但脂粉能讓她看上去精神些,卻無法完全掩飾她的憔悴,更何況,她衣帶漸寬對於別人來說或許看不出來,但對於枕邊人來說,不應該看不出來。
然而,他好像真的沒有看出來。
「說話啊,你怎麼不說話!」
似乎對於林瑤的態度有些不滿,易月在屋子裡來回走了幾步后忽然沖著她吼道。
林瑤嘆了一口氣,淡聲道:「我不夠大度嗎?你要納側妃,我從未阻止過,你還要我怎麼大度?」
易月一噎,對上她的目光,不知為何卻有些想要躲閃。
他默了默,板著臉皺著眉,道:「那你為何要搬到這裡來?還連府里的事兒都不管了,你身為王妃,自然應該出面主持側妃的納娶事宜,你現在一切全都推掉,難道不是因為心中不滿?」
林瑤緩緩收起臉上的笑容,看著易月問道:「我心中有沒有不滿重要嗎?重要的難道不是你的大事嗎?為此你可以納兩個不喜歡的女人回家,只為了她們可能帶給你的利益和幫助。我明白,所以我從未阻止,難道這樣還不夠嗎?」
易月的目光從床柱掃到妝台,又從妝台掃到了燭台,幾乎將林瑤身邊的所有事物都掃了一遍后,才閃閃爍爍地移到了林瑤的身上。

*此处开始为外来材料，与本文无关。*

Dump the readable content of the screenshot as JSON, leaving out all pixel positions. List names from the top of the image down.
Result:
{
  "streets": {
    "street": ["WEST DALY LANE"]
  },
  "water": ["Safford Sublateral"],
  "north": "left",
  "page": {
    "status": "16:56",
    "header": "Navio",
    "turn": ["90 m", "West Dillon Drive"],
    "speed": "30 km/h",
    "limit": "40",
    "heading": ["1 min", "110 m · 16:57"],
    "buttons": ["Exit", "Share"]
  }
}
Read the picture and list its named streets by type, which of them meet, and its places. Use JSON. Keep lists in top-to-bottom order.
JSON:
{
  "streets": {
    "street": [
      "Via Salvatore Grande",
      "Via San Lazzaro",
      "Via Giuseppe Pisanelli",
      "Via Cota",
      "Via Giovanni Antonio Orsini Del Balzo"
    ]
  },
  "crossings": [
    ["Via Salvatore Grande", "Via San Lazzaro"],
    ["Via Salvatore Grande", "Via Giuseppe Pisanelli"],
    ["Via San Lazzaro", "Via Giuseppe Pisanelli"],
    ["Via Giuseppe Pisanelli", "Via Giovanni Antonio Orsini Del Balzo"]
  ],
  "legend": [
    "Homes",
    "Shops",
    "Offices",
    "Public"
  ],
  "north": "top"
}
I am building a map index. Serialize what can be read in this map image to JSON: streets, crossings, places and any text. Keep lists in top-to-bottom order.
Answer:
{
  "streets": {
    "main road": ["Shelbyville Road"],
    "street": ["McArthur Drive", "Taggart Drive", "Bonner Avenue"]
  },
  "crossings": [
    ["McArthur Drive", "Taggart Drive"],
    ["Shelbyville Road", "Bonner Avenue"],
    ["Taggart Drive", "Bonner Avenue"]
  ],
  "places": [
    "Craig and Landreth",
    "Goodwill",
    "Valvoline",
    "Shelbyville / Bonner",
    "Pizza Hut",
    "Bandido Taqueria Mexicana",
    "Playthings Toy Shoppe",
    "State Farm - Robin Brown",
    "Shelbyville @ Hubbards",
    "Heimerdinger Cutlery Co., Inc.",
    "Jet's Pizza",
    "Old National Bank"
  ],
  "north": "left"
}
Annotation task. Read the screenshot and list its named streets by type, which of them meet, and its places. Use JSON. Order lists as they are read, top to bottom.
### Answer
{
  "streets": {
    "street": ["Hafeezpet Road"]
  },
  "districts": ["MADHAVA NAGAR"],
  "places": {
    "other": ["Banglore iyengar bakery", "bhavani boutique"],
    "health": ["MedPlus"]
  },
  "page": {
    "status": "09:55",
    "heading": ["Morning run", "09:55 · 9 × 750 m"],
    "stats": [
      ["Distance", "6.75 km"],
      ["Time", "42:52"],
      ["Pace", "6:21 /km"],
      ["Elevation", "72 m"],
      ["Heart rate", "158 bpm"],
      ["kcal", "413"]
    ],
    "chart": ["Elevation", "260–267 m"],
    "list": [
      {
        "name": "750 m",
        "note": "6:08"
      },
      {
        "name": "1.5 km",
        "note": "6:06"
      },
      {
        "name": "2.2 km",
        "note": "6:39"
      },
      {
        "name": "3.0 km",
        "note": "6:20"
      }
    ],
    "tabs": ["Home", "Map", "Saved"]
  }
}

他輕咳了一聲,語氣有些放緩下來,但卻仍帶著幾分責備的意思。
「你也知道,我對她們兩根本就不喜歡,我心中愛的人只有你一個,娶她們回來只是一場交易而已。她們兩入府之後,也要好好待她們,至少在我大功告成之前,你都要讓著她們一些……」
林瑤臉上露出嘲諷之色,她忽然覺得自己有些聽不下去了,於是便打斷道:「我恐怕做不到!」
易月一愣,下意識地問了一句:「什麼?」
林瑤道:「我說我做不到事事讓著她們。」
易月抿了抿唇,看著林瑤的目光責備之意更多了幾分。
林瑤卻不等他開口,繼續道:「既然說到了這個地步,我不妨告訴你,之所以搬到桃仙居,我便是打算眼不見心不煩。你要寵她們也好,慣她們也罷,我都不管,但你要跟她們說明白,不要來招惹我,我,不、會、讓、著、她、們。」
易月的眉皺的快要擰成一個疙瘩了。
他忽然覺得很煩燥,心中更有一股怒火一拱一拱的想要暴發出來。
「你這麼說是什麼意思?是要把我推出去的意思嗎?」他強按著心中的怒火問道。
林瑤沉默了。
自從她搬到桃仙居后,易月不是沒有想要留在這裡過夜,而是她沒有允許。
她找了許多的理由,但其實都是借口,她明白,她知道易月也明白,只是他沒有挑明罷了。
林瑤也是忽然間才意識到,這個時代的男人少有一夫一妻的,更何況是堂堂親王,再想遠些,假如有一天易月真的登上了那個位置,那身邊的女人就會更多,哪怕他對自己有著一份真心,也無法改變自己只是他眾多女人之一這個事實。
為什麼以前她就沒有想到過這一點?
她仔細回想。
是了,從一開始,好像她就沒有辦法拒絕這段婚姻,而最初的時候她還一直在擔心自己不能回報易月的那份感情,現在看來,或許自己應該慶幸,幸好愛的不深,這樣就不會傷的太痛。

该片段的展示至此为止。